A remarkable sight!! Four cars loaded with college students hold traffic to the speed limit on I-285 for 30 solid minutes!!

The story is this. A group of college students got together and decided to hold I-285 traffic to the posted speed limit. (I-285 makes a complete circle around Atlanta.) The Atlanta Journal quotes a spokesman for the DOT as saying that if the students weren’t blocking emergency vehicles and were going the speed limit, “they didn’t do a thing wrong.” He added, “In Atlanta… we expect the people going 75 to move over so the people going 95 can have the right of way.”

I’m very familiar with I-285, having travelled it thousands of times.
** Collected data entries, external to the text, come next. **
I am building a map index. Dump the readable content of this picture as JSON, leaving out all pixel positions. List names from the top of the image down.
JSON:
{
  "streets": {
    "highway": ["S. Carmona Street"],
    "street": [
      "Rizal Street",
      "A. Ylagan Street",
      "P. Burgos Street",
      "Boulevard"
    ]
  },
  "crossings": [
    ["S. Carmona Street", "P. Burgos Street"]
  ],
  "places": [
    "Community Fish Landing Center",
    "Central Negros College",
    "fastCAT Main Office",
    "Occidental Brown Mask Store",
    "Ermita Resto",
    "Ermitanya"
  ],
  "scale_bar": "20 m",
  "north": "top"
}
If you do 55, you are risking your life. If you do what traffic is doing, you are subject to a ticket. So what’s a person to do? This will generate some great discussion!

Click on the above image to watch the video. (I wish the audio were better.)
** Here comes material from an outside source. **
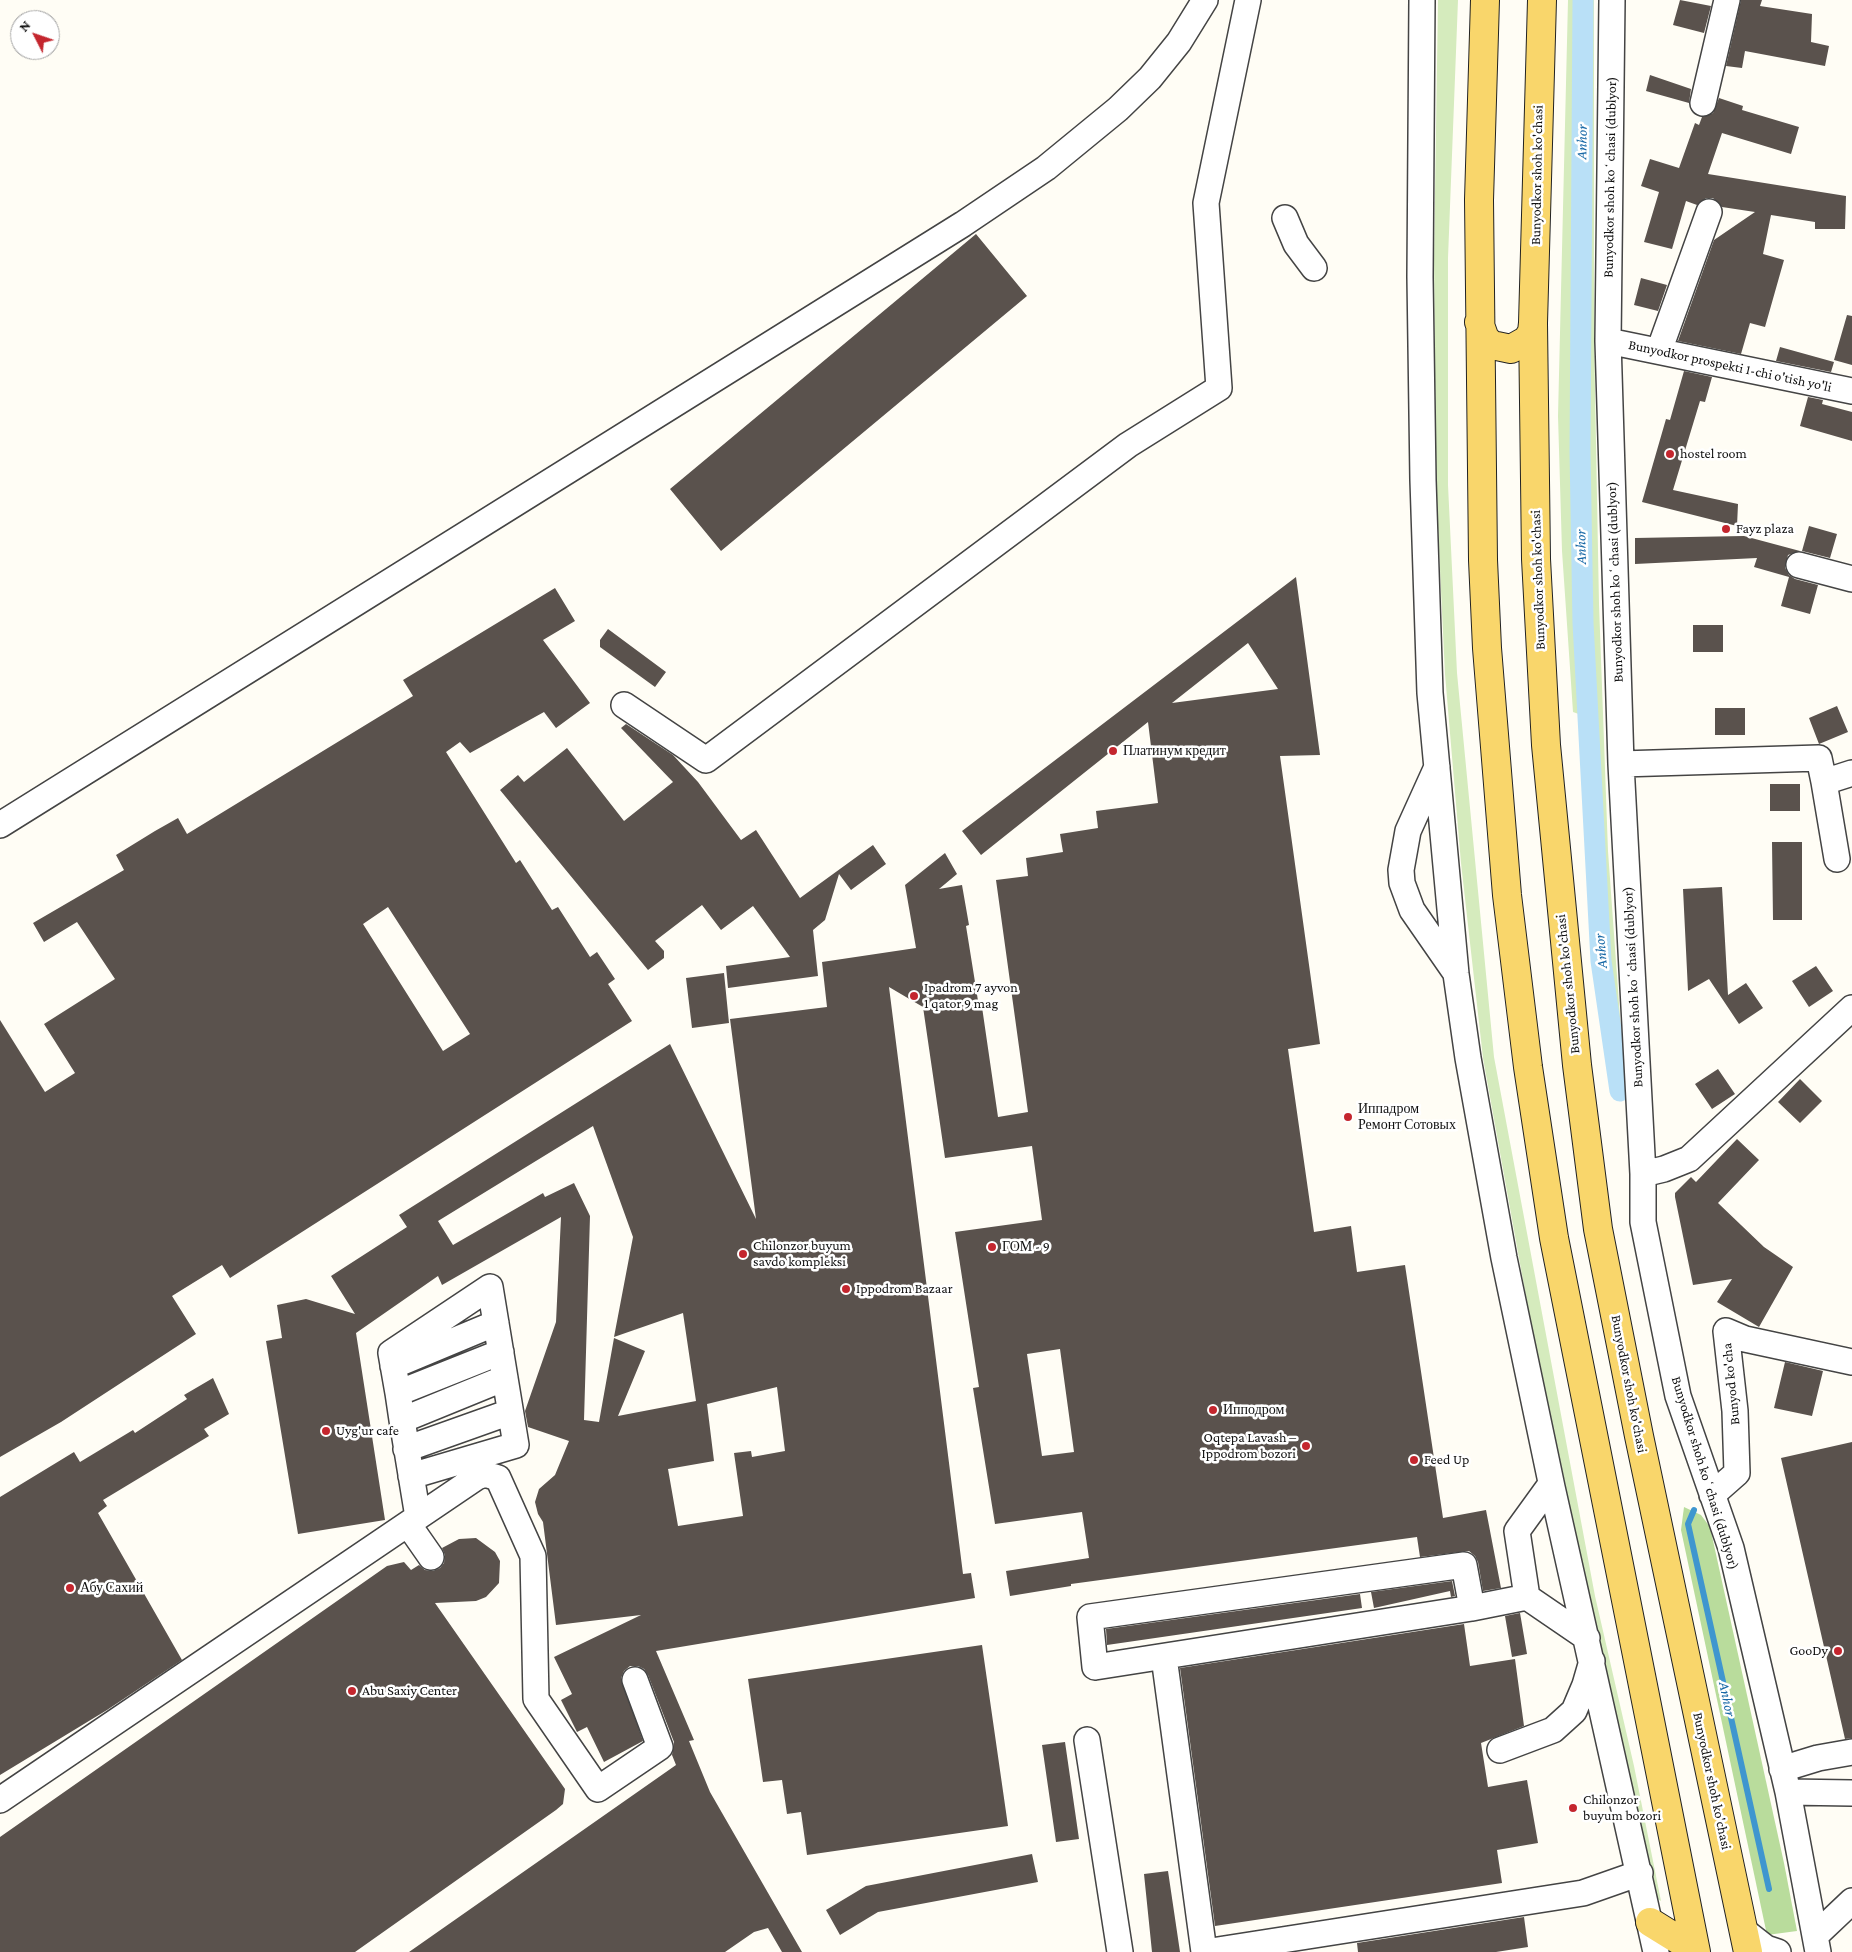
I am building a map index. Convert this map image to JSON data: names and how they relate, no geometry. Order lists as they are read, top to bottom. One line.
{"streets":{"main road":["Bunyodkor shoh ko'chasi"],"street":["Bunyodkor shoh koʻchasi (dublyor)","Bunyodkor prospekti 1-chi o'tish yo'li","Bunyod ko'cha"]},"crossings":[["Bunyodkor shoh koʻchasi (dublyor)","Bunyodkor prospekti 1-chi o'tish yo'li"],["Bunyodkor shoh koʻchasi (dublyor)","Bunyod ko'cha"]],"water":["Anhor"],"places":["hostel room","Fayz plaza","Платинум кредит","Ipadrom 7 ayvon 1 qator 9 mag","Иппадром Ремонт Сотовых","ГОМ - 9","Chilonzor buyum savdo kompleksi","Ippodrom Bazaar","Ипподром","Uyg'ur cafe","Oqtepa Lavash – Ippodrom bozori","Feed Up","Абу Сахий","GooDy","Abu Saxiy Center","Chilonzor buyum bozori"],"north":"top left"}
Related Link: AJC’s Article, “Drive 55, Try To Stay Alive” [may require free log-in]



  1. meetsy says:

    the posted speed “suggestions” are always going to be lower than the pavement allows (on freeways), or else, how would the highway patrol and state troopers get their $$$ coming into the coffers. That’s the only reason there are all those signs. It’s a game.
    What if everyone drove exactly the speed limit, always?
    I KNOW that if many people tried this, the local governments would suddenly enact legislation to deem it ILLEGAL.

  2. RonD says:

    Hilarious! If I remember right, the 55 mph limit was imposed during Nixon’s administration as part of the “we’re running out of oil” paranoia. All states were forced to adopt it or else lose federal highway funds (can you say blackmail?) I think Georgia has left it at 55 mph not because it “saves lives” but because it generates revenue via speeding tickets.

  3. Aditya Naik says:

    🙂

    i think about it so many times.. to do this.. but can’t gather the courage to do it with my audi. some day i’ll take my toyota and try it :). way to go guys. i respect that!

  4. Andy Payne says:

    I love it… I have so often thought that the speed limit system in our country is flawed. I’ve heard a quote that if all existing traffic laws were obeyed, most traffic jams/problems would disappear.
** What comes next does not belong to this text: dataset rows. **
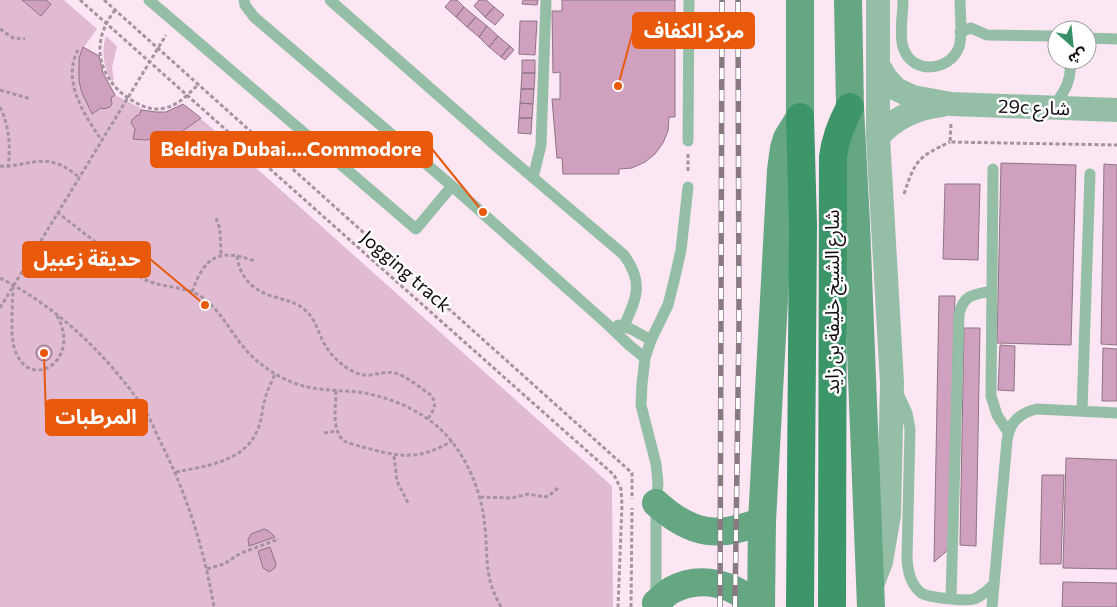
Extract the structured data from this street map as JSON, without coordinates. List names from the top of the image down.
{
  "streets": {
    "main road": ["شارع الشيخ خليفة بن زايد"],
    "street": ["29c شارع"],
    "path": ["Jogging track"]
  },
  "places": [
    "مركز الكفاف",
    "Beldiya Dubai....Commodore",
    "حديقة زعبيل",
    "المرطبات"
  ],
  "north": "bottom right"
}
    I live about an hour from Atlanta; the day I got a job closer to home and didn’t have to commute was a happy day.

    (I think 55 came from Carter’s admin, not Nixon’s)

  5. JSFORBES says:

    Dumb. Traffic on 285 is bad enough, don’t make me drive slowly when it isn’t congested. Coming from Athens to Vinings, 285 is often the shortest distance-wise, and longest time-wise part of my commute. I hate Atlanta.

  6. JSFORBES says:

    Dumb. 285 is already backed up most of the time, don’t mess with it when it does actually move!

  7. Me says:

    Your home should be at least 20 mile from shopping and work. Too bad someone didn’t shoot those idiots. If they don’t like it don’t drive on those roads. If only there were a way to calculate what the delays cost the city’s economy and bill them for that amount.

  8. Roc Rizzo says:

    I am not sure, but there was a study done that showed that driving slower will save lives. If not for anything else, the severity of impact with stationary objects.
    Speed limits on interstates are not there to make money, but to assure that there is a modicum of safety. On roads that are slower than 55, say State roads, some of those speeds are legislated by the locals.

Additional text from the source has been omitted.